'Let me tell you a little bit about skims. There is no casino, in this country at least, that is capable of defending itself against a skim. There are no safeties. You can't prevent a skim if a guy knows what he's doing.' So warned Frank 'Lefty' Rosenthal, the former boss of the Stardust casino in Las Vegas, where officials in the 1970s and '80s exposed one of the city's largest mafia skims.
The revelation that Macau may have lost more than HK$100 billion in casino winnings and HK$40 billion in tax revenue over the past five years due to side betting is reminiscent of Las Vegas before it became an American conventioneer's paradise dominated by billion-dollar resorts. The Nevada gambling hub was for decades the target of large-scale, systematic casino skimming operations ultimately directed by the country's top mafia bosses.

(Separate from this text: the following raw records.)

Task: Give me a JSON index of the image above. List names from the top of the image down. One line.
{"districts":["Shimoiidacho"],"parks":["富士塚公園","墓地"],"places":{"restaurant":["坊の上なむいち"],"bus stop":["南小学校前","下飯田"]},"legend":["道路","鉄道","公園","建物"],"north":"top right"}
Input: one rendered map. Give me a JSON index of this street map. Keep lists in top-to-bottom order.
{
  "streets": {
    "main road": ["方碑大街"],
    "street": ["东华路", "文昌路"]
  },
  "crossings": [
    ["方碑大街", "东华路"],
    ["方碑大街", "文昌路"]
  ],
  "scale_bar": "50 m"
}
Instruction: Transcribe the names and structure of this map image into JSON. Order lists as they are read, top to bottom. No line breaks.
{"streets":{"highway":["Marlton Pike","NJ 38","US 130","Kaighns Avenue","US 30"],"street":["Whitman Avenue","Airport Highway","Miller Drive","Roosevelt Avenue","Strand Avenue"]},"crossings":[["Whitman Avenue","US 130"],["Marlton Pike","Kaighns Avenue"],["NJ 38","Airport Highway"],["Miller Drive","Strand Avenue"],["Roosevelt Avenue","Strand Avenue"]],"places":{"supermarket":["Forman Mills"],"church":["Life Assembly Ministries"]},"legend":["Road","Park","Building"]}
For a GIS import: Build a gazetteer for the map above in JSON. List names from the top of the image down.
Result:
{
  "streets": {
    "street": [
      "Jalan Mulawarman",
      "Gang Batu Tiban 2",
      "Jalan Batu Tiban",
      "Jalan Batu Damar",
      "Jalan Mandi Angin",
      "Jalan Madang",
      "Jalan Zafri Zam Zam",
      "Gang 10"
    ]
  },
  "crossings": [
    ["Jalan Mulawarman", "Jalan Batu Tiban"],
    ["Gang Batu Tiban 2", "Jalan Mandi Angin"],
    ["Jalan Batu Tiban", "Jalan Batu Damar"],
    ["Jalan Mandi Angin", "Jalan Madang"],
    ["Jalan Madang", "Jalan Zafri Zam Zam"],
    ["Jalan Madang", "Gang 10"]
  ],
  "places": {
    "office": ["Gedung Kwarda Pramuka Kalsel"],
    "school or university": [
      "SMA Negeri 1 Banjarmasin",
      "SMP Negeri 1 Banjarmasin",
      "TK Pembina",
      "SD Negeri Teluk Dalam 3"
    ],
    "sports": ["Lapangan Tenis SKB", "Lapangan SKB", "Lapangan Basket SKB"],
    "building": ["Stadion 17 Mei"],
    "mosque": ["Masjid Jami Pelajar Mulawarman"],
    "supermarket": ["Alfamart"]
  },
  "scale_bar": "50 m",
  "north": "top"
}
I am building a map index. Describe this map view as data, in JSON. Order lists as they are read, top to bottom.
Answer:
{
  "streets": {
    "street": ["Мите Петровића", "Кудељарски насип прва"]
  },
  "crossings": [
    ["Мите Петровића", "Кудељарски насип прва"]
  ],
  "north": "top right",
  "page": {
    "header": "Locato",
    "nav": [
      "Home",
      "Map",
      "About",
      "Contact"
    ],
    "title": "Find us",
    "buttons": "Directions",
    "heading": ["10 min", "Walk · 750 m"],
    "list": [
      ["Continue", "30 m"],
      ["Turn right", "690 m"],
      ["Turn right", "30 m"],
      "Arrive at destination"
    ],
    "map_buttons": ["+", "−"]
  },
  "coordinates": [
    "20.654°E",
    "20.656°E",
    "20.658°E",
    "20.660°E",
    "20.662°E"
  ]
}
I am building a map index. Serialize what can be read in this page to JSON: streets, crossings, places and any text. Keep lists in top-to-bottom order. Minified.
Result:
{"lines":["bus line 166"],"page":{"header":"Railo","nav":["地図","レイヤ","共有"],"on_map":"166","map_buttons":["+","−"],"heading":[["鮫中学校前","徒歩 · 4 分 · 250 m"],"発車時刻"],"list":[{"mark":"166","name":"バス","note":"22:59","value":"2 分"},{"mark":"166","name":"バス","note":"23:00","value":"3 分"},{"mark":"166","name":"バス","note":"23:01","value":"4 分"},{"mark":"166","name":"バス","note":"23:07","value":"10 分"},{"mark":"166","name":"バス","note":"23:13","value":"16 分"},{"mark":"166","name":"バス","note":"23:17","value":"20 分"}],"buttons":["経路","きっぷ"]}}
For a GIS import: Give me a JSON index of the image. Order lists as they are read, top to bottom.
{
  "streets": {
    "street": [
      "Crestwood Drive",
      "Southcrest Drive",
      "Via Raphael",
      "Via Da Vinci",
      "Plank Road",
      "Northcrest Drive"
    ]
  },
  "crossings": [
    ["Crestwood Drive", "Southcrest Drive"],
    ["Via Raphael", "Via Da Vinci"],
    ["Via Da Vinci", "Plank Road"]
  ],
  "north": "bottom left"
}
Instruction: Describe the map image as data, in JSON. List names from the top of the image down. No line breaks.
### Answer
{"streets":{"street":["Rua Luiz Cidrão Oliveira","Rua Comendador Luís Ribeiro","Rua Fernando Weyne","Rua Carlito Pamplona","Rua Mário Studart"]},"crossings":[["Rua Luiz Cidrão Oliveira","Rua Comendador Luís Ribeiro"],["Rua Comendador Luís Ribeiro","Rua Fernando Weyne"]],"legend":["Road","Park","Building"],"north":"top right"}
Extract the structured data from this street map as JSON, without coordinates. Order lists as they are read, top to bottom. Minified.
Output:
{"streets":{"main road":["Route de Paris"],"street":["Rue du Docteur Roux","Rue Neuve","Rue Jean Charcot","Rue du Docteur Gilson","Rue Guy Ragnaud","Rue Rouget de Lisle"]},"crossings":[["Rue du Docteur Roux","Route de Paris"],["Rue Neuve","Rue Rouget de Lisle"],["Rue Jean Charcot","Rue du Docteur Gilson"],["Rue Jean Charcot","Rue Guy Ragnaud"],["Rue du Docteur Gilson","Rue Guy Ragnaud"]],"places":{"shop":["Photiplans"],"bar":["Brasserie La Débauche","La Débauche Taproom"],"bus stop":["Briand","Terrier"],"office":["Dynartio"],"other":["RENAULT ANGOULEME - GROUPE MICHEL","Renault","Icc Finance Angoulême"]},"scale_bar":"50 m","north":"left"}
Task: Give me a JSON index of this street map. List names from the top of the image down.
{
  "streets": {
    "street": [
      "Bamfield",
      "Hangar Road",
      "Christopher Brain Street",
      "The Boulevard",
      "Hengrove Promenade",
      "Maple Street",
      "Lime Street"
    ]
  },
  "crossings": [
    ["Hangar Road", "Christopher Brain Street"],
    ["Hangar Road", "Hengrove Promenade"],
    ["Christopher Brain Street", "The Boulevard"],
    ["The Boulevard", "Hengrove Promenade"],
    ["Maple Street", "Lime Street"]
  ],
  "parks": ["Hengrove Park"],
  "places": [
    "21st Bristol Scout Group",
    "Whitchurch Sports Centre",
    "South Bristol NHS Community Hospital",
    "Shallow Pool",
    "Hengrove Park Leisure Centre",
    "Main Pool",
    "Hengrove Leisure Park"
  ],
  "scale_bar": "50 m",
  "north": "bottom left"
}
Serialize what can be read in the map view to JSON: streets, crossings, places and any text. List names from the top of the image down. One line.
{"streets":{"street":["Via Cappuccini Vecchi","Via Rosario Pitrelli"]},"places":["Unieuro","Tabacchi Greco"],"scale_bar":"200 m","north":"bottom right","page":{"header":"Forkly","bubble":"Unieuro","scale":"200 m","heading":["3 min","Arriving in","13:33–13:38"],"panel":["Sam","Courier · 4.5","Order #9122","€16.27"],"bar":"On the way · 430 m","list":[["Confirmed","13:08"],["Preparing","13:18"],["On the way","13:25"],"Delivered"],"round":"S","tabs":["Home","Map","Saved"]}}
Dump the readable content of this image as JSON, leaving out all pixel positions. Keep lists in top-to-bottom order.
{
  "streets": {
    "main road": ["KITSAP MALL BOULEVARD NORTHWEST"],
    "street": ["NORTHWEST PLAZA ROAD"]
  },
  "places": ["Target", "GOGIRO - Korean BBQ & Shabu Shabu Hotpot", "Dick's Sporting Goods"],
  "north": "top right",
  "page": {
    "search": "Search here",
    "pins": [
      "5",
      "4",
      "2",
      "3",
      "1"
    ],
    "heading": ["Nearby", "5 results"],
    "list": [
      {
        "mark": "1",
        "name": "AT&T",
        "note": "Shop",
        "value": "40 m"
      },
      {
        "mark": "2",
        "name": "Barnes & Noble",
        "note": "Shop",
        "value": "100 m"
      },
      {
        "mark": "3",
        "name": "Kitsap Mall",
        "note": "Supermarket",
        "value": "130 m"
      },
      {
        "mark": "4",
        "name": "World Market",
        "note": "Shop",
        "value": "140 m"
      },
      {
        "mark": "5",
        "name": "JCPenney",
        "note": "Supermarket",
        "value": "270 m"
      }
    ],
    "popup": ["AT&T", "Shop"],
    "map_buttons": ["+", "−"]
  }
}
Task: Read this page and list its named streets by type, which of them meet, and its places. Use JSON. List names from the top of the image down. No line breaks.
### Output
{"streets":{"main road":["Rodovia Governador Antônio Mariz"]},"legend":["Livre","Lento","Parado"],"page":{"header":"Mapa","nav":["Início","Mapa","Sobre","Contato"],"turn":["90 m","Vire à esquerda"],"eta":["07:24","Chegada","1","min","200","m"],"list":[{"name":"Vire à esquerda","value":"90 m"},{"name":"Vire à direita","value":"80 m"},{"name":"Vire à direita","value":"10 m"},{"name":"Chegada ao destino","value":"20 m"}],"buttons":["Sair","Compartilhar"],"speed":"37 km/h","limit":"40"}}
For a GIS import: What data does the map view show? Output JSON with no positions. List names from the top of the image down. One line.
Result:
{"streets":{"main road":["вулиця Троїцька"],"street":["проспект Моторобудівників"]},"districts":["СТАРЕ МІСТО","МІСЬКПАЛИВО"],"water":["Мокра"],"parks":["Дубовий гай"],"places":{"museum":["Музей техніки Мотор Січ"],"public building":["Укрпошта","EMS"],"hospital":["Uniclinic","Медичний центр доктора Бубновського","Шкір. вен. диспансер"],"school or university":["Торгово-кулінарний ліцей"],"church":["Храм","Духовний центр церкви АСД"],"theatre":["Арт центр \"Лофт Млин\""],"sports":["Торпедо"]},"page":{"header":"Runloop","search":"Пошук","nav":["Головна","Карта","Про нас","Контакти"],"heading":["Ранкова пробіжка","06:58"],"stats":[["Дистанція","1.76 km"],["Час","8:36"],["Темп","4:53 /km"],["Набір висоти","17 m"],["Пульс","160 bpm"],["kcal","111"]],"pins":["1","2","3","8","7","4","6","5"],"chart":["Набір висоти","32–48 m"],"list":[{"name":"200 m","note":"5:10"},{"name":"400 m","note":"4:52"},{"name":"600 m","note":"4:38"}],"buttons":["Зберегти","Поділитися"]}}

From the 1946 opening of notorious gangster Benjamin 'Bugsy' Siegel's Flamingo casino to the '80s, when Mr Rosenthal's reign at the Stardust ended with Nevada authorities adding him to a blacklist, the mafia skimmed millions of unreported, untraced and untaxed dollars out of casinos in Las Vegas.
In the Stardust operation, documented in the book Casino by journalist Nicholas Pileggi and turned into the 1995 film of the same name with Robert De Niro playing Mr Rosenthal, the key was infiltrating the casino's supposedly secure money-counting room. Complicit staff underweighed coin winnings from slot machines and set aside bricks of paper money for mafia couriers, who simply walked it out the door.
'Even when you know what can happen, it's almost impossible to keep a casino from leaking cash,' former Stardust casino manager Murray Ehrenberg, who previously worked at Steve Wynn's Golden Nugget casino, told Pileggi.
'The systems for skimming casinos are as varied as the genius of the men doing the skimming,' Pileggi wrote.